> _Supplied records_:
=======

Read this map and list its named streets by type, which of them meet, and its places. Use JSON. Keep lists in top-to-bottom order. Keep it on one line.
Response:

=======

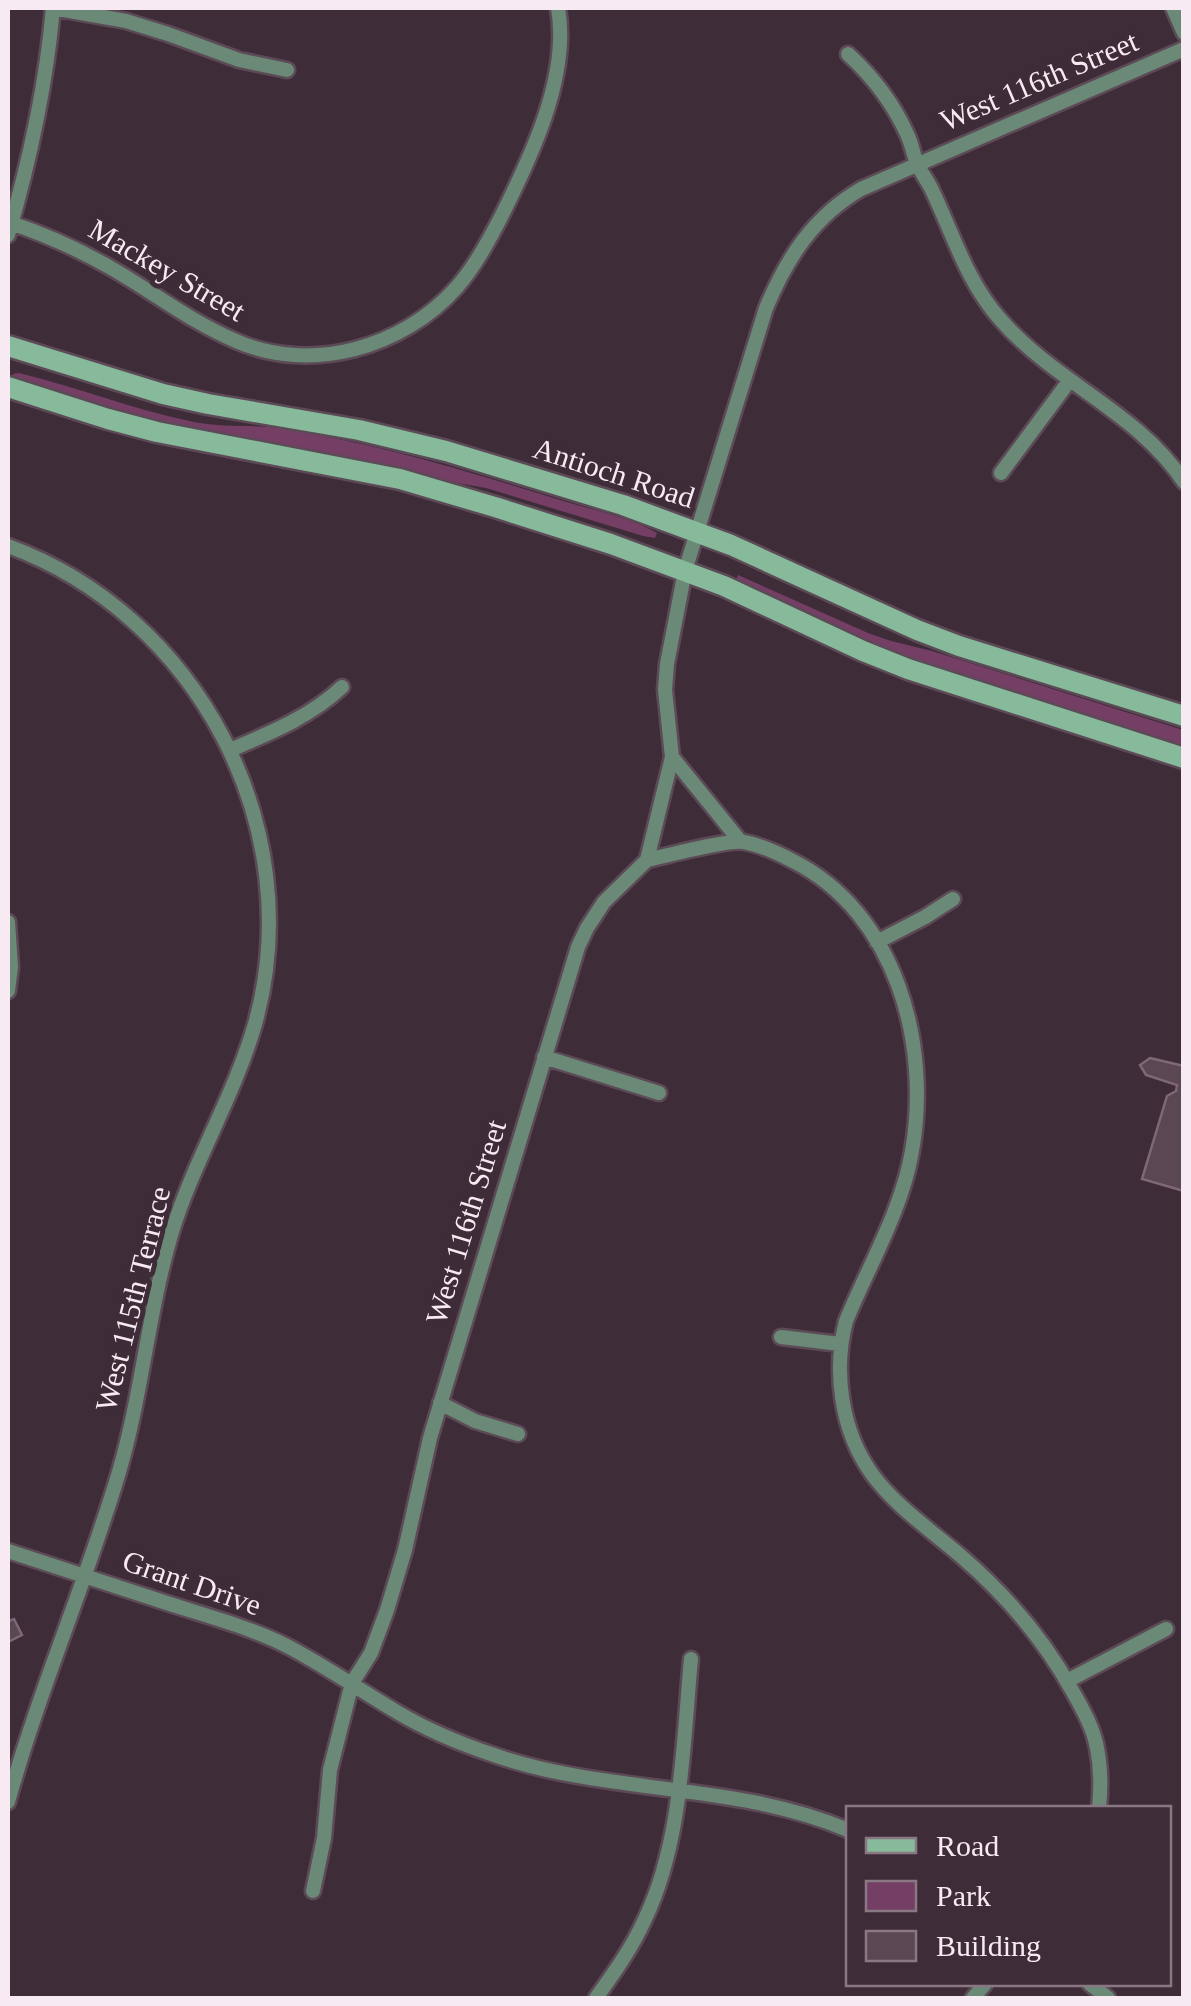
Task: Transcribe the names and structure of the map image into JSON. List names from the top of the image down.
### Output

=======

> _Task statement_: Report, for the data above, every line in which the string "JSON" appears.

> _Task output_:
Read this map and list its named streets by type, which of them meet, and its places. Use JSON. Keep lists in top-to-bottom order. Keep it on one line.
Task: Transcribe the names and structure of the map image into JSON. List names from the top of the image down.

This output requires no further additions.